Şunu çok rahatlıkla söyleyebilirim. Evet orada bütün bir gücünü, etkinliğini oraya yığmış durumda. Bu göç akışını engellemek için. Olağanüstü diyebileceğimiz önlemler alınmış durumda. İçeri giren yok mu var. Dediğim gibi arazi öyle bir arazi ki öylesine dağlık ve engebeli bir arazi ki oradan sınırların tamamı modüler duvarlarla çevrilene kadar bu da bir zaman alıyor çok ciddi bir emek istiyor. Çünkü arazi yapısı öyle birden bire duvarları getirip oraya koymanıza izin veren bir yapı değil. Bunlar tam sağlanana kadar geçişler illa ki olacaktır.

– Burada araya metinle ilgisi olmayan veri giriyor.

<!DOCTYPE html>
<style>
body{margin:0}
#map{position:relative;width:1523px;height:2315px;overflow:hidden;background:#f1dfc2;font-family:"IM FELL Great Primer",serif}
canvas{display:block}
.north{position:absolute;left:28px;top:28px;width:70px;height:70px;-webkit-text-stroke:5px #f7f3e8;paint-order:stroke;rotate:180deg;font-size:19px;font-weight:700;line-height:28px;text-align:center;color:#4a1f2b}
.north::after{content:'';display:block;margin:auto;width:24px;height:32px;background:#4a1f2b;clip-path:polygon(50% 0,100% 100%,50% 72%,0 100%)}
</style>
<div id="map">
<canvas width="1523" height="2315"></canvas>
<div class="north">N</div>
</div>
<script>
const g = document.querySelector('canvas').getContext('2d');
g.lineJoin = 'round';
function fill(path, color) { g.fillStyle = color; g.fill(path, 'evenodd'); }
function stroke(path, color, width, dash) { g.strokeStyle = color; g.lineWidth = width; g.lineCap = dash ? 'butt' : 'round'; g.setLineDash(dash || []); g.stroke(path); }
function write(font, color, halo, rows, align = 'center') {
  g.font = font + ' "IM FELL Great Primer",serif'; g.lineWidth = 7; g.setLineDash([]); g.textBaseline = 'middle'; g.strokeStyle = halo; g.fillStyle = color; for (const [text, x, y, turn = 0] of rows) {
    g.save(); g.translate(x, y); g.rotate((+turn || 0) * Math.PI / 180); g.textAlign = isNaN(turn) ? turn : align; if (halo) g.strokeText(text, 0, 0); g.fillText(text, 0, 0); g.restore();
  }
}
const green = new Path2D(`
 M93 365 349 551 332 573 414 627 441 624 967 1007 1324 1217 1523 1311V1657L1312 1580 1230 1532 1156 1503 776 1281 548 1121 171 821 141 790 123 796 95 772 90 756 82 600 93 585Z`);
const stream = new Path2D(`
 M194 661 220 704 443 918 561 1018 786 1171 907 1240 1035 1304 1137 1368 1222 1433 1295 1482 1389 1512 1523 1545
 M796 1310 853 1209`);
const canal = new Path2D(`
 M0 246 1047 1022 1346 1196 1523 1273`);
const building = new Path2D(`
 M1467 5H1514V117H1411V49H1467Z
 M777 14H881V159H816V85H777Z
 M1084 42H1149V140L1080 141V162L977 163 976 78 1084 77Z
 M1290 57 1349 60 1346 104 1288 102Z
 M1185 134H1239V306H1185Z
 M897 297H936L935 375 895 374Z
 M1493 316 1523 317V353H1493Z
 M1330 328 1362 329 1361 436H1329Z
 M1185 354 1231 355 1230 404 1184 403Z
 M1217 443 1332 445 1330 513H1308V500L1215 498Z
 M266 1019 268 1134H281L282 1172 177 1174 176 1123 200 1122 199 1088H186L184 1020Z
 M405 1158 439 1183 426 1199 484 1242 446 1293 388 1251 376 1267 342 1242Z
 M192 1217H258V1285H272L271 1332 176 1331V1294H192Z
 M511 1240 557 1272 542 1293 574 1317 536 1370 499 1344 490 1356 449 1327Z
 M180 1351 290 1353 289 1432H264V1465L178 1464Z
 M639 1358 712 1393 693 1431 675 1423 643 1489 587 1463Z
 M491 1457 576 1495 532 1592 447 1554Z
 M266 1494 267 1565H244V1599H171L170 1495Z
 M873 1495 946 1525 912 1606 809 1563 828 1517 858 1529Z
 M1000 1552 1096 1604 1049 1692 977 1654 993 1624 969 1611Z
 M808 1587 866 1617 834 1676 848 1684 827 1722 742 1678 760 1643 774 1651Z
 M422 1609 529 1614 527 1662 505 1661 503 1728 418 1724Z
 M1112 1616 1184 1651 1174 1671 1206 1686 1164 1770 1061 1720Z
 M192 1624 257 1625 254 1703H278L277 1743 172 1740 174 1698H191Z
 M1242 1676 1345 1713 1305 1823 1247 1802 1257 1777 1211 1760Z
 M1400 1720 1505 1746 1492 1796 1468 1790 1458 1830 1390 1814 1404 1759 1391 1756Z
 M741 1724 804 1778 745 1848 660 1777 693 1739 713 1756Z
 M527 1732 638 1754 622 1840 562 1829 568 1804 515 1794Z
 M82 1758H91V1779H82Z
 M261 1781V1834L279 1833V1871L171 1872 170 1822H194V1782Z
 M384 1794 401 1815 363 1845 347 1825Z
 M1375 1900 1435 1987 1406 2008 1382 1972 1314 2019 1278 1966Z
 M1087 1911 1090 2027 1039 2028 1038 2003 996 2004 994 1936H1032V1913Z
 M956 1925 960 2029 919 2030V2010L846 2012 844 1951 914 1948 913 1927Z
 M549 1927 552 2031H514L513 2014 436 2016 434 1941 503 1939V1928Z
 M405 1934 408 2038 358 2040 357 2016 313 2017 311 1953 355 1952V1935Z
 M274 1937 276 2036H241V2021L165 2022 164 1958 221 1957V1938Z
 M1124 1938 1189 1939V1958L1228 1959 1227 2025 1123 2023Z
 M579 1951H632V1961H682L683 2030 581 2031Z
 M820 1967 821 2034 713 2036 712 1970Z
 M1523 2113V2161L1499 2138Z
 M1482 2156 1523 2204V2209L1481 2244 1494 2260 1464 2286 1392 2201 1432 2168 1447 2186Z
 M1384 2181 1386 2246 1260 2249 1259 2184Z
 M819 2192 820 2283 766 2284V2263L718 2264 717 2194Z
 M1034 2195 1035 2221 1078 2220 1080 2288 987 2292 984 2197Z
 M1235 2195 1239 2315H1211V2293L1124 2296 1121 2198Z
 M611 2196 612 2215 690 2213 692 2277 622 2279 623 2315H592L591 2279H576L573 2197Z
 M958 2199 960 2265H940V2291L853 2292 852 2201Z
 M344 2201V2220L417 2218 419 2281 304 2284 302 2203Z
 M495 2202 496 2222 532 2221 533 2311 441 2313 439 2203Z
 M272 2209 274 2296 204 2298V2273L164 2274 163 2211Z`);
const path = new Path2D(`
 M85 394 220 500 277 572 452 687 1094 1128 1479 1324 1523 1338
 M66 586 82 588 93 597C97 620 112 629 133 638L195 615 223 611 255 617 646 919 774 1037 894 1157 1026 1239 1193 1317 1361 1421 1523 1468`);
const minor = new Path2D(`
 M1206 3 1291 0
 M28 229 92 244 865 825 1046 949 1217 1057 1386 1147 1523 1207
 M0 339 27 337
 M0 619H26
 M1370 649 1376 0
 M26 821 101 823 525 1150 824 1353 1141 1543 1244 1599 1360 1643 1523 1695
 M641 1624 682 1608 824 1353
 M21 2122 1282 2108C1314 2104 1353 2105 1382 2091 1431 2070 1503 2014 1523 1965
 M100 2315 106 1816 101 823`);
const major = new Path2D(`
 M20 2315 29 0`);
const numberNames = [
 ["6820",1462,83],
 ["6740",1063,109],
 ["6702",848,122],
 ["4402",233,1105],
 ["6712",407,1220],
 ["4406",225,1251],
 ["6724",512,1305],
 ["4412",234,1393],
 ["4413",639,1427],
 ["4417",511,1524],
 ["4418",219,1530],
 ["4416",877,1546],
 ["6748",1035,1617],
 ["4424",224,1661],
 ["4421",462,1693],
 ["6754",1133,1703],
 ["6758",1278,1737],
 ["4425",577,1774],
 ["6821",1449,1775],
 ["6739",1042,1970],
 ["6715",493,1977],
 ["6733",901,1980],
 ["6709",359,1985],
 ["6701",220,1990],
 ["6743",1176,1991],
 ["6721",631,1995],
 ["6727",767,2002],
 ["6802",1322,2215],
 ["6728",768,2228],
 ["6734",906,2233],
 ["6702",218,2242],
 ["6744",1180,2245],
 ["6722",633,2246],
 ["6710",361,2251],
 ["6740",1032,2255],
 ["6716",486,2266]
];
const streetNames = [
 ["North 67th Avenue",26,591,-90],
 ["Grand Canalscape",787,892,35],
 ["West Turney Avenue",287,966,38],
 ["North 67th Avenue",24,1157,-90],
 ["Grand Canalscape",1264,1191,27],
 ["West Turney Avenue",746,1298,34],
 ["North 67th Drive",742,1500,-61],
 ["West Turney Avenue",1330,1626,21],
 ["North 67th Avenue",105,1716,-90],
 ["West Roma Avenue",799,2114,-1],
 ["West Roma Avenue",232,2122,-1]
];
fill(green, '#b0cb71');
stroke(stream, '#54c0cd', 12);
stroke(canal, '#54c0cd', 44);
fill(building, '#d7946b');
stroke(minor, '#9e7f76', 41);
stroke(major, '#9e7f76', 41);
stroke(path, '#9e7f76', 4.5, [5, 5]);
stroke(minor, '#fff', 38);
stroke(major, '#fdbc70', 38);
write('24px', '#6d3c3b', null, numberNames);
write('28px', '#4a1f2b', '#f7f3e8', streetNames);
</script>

Ama şu rakamı ben önemsiyorum. 2021 yılının Ağustos ayına kadar olan dönemde sadece 587 kişinin Türkiye sınırları içerisinde yakalanmış olması, 62 bin kişinin içeri girişinin engellenmesi bu tedbirlerin bugünden sonuç verdiğini gösteriyor. İlerleyen süreçte duvarın tamamlansıyla, güvenlik önlemlerinin daha da artırılmasıyla bu geçişler sıfır noktasına gelecektir diye bekleniyor. Zaten amaçta bu.